> **Work required**
When a line of the entries below contains "image", it counts once; state how many such lines there are and nothing else.

> **Extracted information**

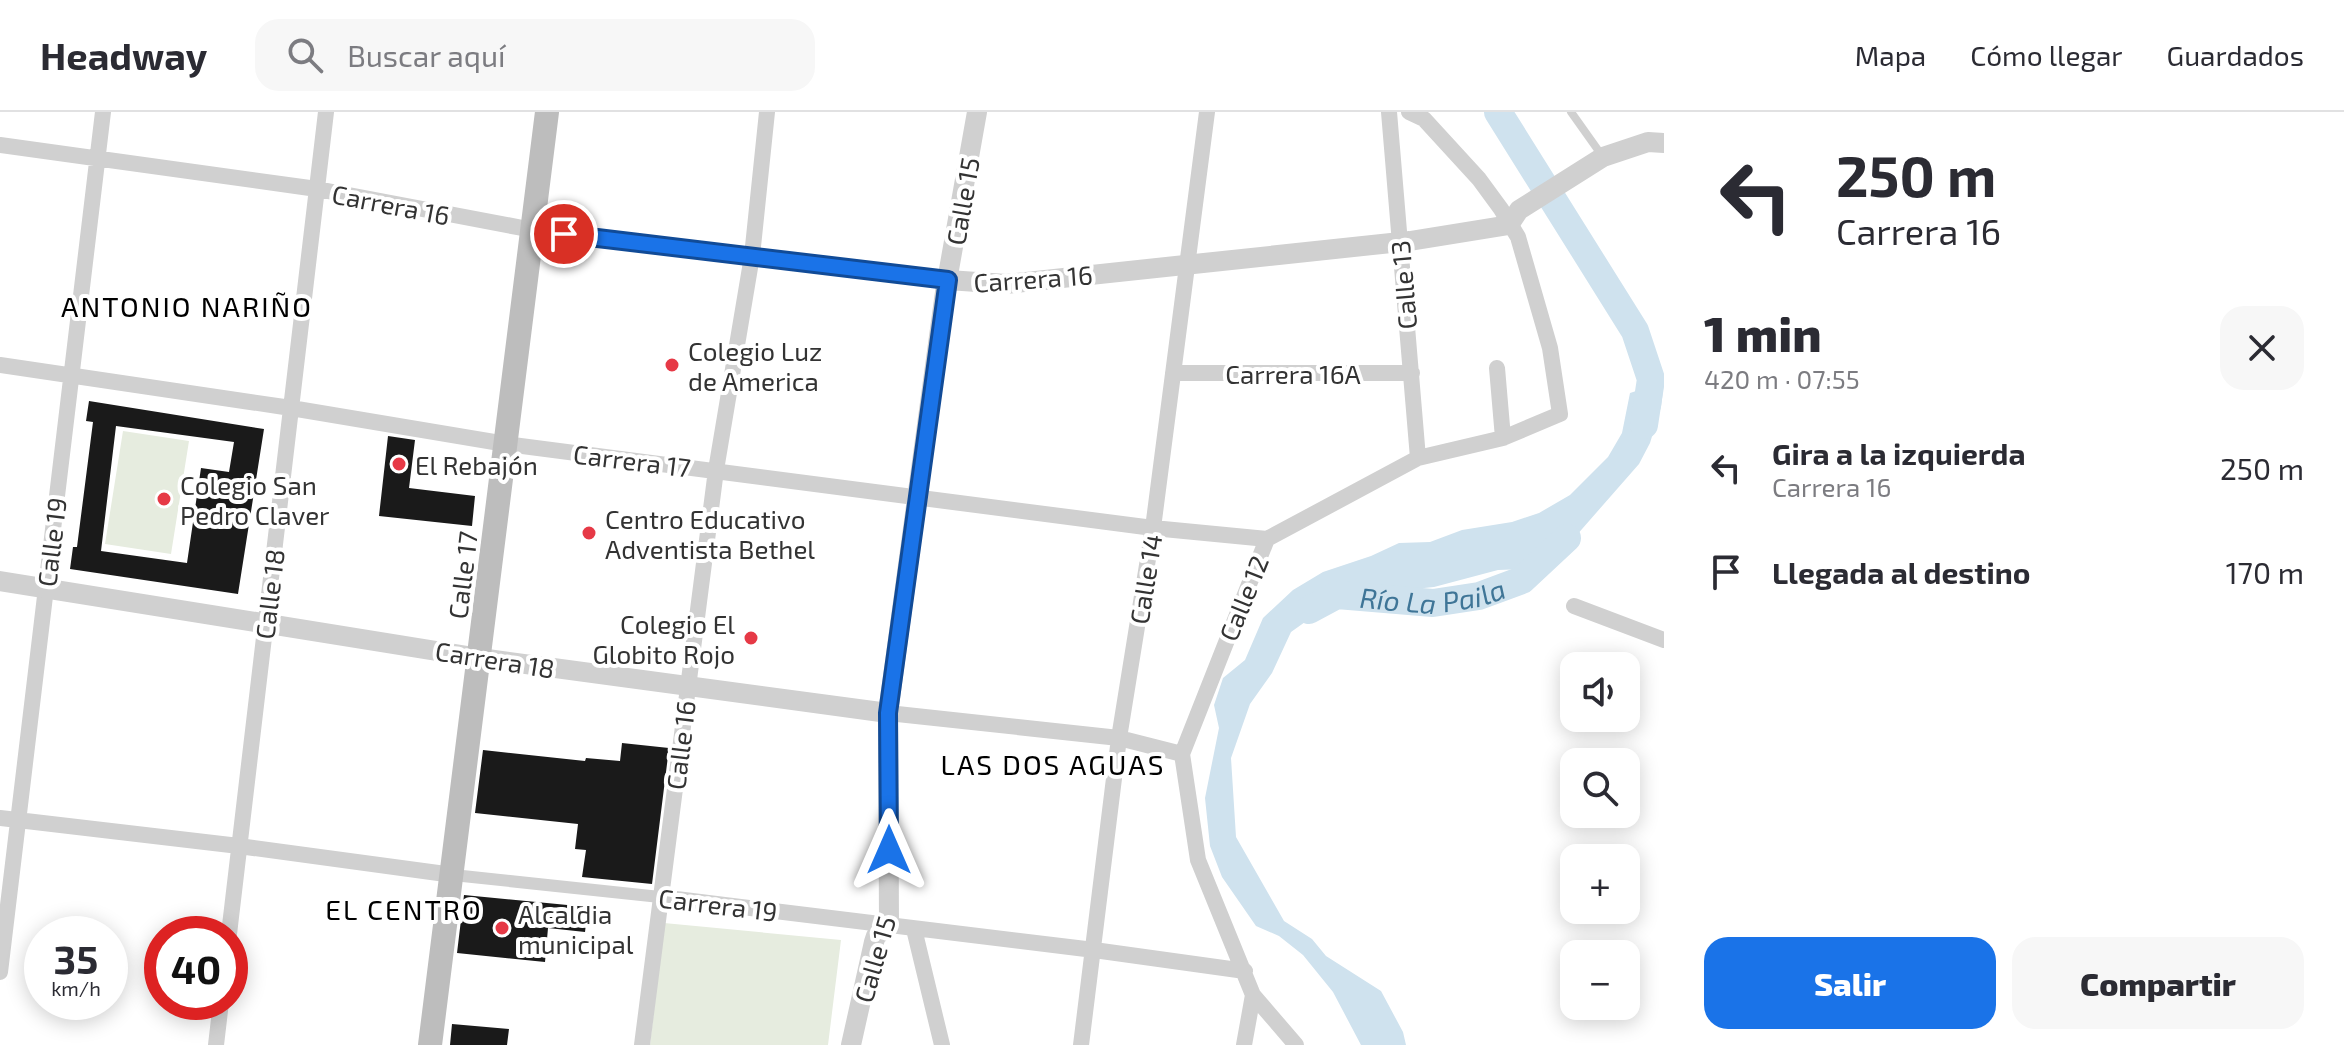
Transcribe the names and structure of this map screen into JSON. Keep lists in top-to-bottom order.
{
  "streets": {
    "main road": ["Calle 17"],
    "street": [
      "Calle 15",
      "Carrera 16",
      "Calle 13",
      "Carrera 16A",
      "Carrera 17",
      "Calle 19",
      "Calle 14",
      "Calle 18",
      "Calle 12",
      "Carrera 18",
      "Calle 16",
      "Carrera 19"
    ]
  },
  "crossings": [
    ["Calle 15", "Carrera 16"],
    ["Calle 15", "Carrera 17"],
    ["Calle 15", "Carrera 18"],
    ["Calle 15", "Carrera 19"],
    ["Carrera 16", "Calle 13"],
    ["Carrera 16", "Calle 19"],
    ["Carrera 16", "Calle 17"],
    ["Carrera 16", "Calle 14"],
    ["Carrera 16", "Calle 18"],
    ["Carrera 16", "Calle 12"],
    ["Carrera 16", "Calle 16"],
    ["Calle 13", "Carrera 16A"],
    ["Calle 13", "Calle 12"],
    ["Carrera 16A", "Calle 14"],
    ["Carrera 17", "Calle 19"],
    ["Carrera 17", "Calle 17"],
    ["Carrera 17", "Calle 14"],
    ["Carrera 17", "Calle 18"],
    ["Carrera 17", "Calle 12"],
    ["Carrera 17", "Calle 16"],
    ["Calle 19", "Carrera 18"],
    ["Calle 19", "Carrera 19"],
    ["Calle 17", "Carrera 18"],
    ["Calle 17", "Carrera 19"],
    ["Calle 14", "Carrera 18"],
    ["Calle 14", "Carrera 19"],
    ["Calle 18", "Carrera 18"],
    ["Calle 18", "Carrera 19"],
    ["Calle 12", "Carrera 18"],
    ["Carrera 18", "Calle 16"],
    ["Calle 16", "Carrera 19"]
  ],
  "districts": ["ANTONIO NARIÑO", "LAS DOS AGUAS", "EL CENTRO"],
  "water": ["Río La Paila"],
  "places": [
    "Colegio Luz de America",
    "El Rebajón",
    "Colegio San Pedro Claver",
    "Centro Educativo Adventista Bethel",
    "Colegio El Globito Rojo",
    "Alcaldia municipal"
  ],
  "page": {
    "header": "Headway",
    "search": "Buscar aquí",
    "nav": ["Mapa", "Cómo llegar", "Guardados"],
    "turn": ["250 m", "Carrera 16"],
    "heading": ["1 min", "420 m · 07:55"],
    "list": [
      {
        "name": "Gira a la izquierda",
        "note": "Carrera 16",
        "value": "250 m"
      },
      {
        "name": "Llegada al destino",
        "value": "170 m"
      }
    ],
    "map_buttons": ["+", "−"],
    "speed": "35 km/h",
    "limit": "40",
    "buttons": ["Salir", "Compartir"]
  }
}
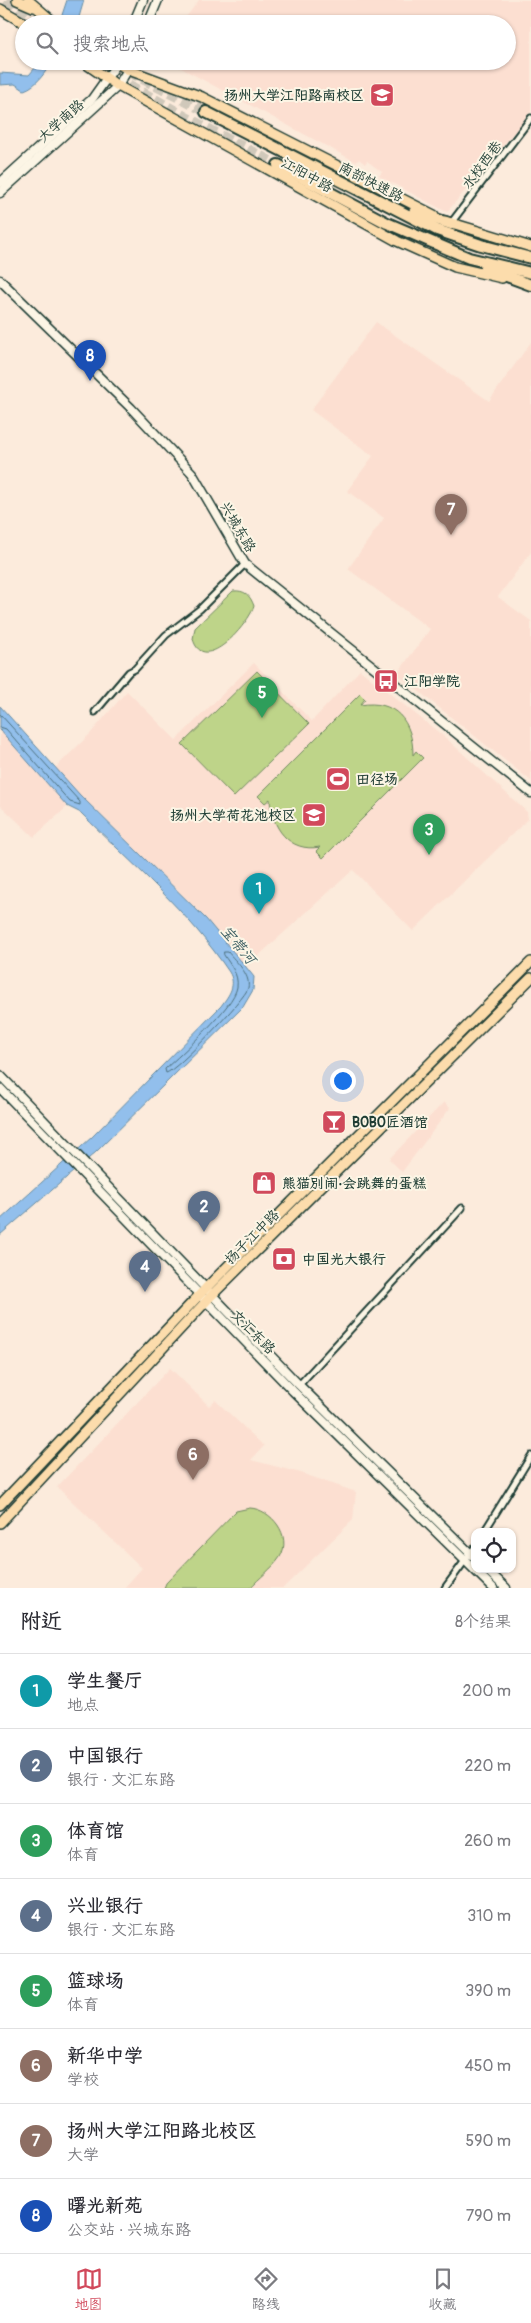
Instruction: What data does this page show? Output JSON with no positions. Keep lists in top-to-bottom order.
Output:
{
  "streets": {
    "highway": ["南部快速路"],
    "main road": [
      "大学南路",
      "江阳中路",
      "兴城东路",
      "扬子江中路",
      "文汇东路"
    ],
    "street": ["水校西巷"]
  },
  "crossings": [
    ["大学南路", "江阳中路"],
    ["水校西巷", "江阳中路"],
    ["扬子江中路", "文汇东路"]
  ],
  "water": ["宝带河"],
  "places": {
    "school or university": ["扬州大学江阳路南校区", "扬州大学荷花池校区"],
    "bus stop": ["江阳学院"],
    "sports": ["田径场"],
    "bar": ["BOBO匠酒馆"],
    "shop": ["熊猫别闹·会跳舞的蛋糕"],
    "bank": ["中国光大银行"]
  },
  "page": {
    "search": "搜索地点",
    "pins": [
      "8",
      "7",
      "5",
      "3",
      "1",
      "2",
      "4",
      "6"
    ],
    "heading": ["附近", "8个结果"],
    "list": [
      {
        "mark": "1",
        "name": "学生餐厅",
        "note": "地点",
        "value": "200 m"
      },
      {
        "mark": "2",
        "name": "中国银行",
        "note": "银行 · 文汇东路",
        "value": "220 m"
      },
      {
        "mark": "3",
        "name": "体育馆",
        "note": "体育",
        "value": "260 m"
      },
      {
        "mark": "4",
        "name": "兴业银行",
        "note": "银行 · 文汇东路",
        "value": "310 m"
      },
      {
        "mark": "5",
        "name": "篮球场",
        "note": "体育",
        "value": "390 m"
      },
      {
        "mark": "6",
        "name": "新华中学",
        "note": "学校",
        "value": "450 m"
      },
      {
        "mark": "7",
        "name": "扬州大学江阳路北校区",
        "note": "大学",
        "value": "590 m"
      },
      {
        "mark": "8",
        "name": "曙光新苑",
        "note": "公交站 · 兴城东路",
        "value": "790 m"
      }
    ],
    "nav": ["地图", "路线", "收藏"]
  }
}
---
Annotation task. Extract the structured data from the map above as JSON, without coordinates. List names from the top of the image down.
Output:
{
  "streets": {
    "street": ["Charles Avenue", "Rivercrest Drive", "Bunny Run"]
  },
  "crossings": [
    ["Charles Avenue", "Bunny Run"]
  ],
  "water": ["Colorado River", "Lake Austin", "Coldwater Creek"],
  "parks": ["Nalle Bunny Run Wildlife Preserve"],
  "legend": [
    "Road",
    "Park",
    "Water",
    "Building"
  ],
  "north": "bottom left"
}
---
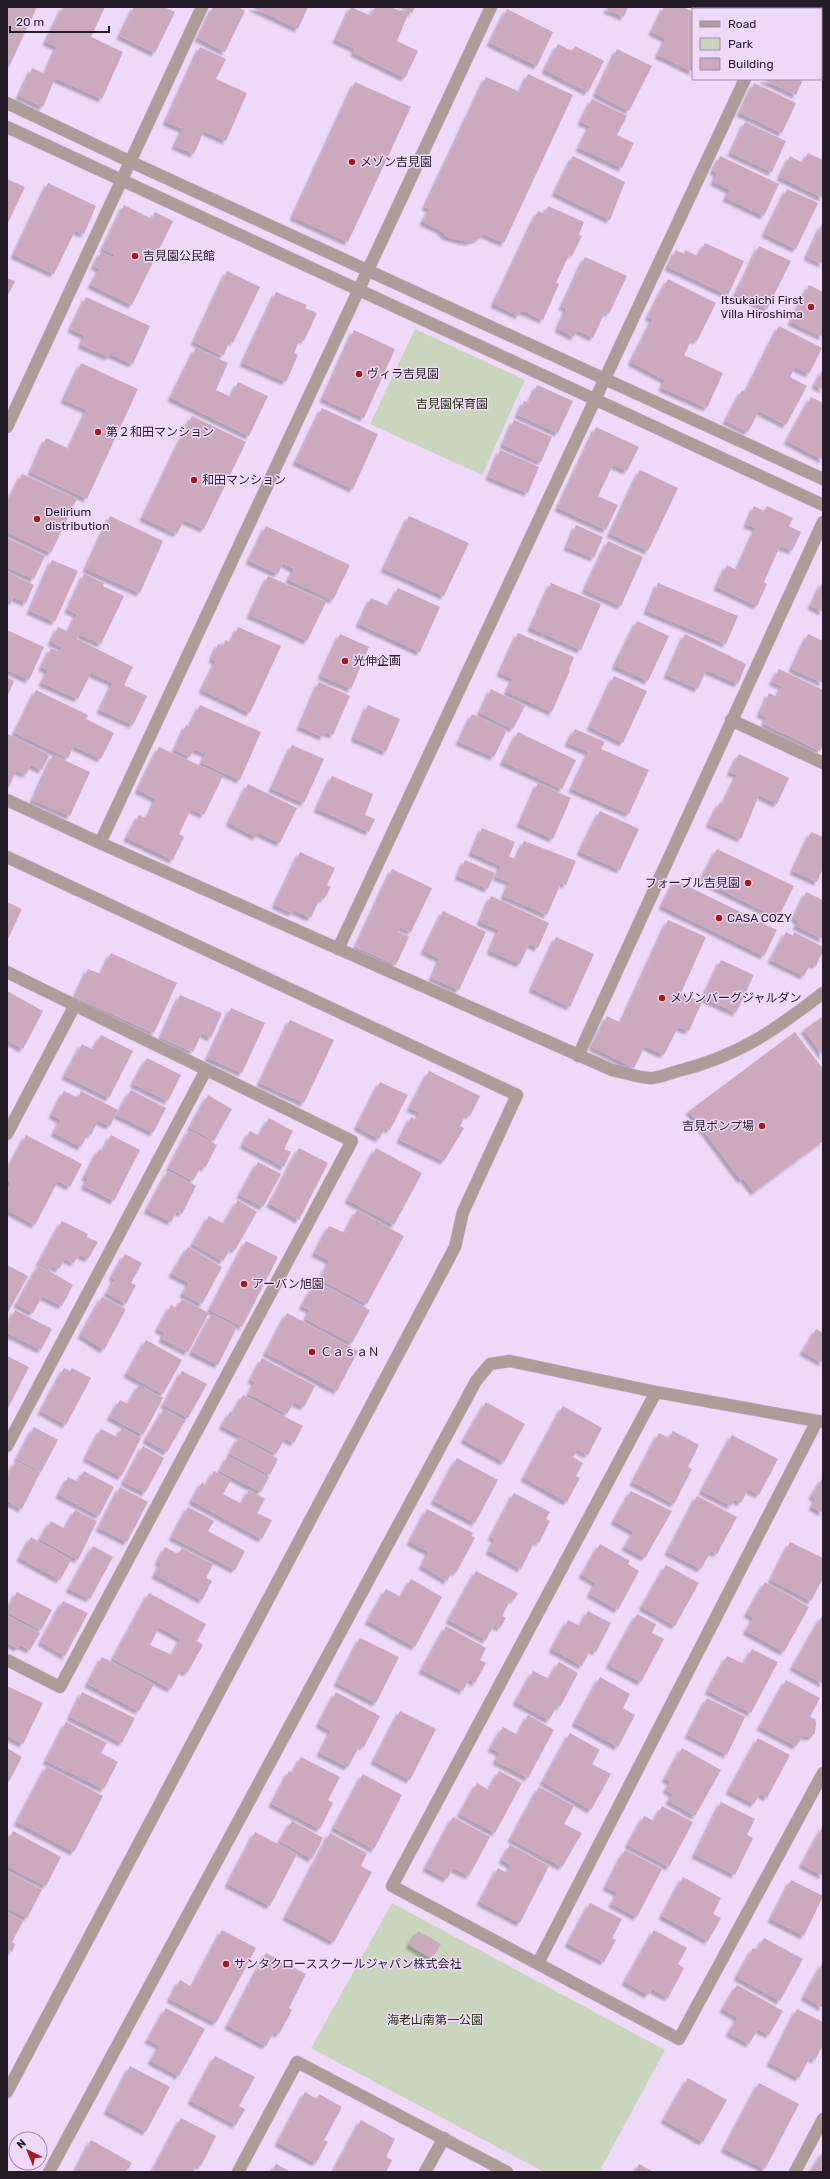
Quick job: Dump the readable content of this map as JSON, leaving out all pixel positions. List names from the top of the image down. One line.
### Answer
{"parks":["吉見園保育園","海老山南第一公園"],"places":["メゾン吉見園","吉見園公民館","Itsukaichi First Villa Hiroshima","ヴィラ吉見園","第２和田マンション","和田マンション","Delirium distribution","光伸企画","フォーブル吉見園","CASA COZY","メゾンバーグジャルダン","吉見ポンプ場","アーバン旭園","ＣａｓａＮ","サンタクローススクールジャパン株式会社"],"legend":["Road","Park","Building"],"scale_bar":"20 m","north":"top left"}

> **Output**
2